The required result is each line of the entries below containing the string "serif".

● Stored data entries:
----------------------------------------

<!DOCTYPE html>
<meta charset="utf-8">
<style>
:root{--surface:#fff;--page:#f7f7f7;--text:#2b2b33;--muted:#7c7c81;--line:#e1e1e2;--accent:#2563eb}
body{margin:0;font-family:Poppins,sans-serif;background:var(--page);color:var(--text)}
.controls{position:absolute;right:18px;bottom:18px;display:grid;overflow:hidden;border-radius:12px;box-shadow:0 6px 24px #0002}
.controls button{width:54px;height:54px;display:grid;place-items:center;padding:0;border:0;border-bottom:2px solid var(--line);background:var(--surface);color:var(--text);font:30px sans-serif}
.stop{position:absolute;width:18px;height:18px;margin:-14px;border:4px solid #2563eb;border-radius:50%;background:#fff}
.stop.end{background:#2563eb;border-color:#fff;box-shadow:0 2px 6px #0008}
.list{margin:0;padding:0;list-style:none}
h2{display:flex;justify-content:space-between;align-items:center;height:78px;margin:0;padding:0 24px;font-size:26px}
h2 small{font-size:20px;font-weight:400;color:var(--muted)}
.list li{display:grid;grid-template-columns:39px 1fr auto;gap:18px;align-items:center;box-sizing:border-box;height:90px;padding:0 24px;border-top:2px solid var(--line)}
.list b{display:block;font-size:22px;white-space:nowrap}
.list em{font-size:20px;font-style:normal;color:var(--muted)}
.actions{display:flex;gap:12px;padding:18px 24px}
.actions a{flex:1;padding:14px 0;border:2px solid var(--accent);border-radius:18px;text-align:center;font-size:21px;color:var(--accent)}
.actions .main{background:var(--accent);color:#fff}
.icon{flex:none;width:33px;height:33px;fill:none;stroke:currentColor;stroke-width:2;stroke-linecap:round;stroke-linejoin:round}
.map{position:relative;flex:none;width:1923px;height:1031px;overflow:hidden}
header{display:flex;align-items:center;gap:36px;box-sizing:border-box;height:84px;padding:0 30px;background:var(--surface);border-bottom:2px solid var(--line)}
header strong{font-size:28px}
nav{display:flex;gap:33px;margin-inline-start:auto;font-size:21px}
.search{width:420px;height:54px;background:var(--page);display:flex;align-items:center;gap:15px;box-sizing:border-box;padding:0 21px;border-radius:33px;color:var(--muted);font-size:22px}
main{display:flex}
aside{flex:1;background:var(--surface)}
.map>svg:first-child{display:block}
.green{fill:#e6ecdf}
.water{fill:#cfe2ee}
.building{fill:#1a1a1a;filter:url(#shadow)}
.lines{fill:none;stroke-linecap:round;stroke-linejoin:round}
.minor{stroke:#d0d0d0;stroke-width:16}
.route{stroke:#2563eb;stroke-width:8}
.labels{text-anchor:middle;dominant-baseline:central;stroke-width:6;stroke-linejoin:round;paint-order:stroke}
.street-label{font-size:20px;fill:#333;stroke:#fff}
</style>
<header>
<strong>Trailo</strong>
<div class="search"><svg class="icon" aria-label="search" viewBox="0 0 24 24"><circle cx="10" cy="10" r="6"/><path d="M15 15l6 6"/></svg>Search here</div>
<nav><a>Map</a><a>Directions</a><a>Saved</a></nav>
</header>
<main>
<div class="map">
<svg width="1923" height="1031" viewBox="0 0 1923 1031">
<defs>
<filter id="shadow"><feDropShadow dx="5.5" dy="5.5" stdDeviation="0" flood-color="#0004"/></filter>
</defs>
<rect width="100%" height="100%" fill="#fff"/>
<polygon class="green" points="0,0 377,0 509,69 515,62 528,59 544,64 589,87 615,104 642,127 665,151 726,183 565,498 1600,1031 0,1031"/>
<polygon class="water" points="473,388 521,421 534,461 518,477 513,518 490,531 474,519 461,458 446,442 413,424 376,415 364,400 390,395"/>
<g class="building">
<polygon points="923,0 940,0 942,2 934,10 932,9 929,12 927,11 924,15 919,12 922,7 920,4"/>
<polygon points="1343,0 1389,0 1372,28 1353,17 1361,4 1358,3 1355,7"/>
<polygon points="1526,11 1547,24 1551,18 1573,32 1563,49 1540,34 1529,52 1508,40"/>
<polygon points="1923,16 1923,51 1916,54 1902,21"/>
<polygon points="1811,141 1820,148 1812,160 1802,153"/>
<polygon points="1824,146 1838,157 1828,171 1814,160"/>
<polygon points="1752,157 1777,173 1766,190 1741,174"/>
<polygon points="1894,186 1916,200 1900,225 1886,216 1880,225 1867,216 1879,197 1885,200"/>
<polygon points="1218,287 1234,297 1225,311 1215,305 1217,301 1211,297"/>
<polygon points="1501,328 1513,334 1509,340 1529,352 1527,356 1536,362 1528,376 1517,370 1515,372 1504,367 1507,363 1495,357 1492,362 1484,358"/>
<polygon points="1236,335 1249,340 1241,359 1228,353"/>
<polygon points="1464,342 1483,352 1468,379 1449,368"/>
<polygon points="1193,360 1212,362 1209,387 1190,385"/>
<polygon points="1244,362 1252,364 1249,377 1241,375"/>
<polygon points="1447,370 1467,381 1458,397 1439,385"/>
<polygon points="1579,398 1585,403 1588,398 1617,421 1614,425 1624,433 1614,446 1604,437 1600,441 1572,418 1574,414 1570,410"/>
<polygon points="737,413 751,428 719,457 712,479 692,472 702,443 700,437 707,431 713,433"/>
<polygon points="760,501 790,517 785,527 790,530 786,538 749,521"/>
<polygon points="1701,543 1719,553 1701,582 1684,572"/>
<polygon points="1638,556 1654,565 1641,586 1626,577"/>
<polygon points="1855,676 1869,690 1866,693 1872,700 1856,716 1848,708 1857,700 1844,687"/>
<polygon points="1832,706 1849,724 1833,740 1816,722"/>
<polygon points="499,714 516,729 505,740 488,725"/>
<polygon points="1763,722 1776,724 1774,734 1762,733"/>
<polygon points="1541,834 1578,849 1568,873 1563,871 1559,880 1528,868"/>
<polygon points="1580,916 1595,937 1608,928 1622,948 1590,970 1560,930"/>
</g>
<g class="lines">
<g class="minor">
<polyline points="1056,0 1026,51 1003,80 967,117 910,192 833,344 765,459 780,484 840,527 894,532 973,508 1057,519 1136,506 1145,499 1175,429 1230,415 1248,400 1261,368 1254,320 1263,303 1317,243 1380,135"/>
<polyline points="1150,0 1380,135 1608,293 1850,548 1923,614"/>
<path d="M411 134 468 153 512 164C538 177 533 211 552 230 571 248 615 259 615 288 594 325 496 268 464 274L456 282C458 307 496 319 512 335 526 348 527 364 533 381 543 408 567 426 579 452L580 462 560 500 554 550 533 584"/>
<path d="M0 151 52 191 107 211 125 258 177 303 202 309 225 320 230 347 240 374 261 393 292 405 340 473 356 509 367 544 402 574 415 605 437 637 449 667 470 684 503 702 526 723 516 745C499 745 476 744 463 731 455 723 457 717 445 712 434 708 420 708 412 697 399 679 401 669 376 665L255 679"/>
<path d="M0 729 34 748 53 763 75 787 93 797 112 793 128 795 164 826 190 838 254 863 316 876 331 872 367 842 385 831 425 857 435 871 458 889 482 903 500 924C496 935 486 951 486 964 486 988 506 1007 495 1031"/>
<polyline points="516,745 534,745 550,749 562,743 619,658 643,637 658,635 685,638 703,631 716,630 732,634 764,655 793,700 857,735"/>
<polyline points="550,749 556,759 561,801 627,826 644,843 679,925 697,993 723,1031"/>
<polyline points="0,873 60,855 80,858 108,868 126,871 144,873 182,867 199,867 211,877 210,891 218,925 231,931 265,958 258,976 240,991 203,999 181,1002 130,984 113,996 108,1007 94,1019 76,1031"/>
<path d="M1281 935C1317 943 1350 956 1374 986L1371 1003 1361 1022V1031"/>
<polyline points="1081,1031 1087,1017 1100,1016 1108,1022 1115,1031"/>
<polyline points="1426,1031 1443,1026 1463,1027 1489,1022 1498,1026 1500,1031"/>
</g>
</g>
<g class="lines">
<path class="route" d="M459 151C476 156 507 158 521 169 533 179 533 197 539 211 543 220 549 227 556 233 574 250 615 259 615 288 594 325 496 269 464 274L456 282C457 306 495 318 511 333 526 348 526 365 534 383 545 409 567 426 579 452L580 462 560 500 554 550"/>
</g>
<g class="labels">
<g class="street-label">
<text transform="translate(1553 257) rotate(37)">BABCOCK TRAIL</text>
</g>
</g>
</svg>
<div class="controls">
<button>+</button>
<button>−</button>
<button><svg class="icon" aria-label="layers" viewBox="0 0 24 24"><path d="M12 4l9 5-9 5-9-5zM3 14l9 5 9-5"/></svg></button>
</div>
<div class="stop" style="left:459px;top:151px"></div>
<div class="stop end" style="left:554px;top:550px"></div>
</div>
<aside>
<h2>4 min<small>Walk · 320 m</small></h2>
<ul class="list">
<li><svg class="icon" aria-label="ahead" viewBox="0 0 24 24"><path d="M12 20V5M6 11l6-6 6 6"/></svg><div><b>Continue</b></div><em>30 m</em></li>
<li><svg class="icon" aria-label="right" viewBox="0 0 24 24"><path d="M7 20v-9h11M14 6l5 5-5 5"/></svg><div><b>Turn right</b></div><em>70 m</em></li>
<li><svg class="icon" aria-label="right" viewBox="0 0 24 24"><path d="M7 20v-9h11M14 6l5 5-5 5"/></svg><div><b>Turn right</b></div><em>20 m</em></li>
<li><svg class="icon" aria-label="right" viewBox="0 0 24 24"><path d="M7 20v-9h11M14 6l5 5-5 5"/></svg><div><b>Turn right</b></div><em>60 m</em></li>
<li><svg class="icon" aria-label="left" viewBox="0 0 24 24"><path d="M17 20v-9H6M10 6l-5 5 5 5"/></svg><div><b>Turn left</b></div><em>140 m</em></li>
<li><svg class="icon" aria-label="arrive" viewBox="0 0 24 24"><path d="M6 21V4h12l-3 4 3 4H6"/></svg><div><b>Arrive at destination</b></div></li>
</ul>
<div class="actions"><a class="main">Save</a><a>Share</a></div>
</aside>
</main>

----------------------------------------

● TASK SOLUTION:
body{margin:0;font-family:Poppins,sans-serif;background:var(--page);color:var(--text)}
.controls button{width:54px;height:54px;display:grid;place-items:center;padding:0;border:0;border-bottom:2px solid var(--line);background:var(--surface);color:var(--text);font:30px sans-serif}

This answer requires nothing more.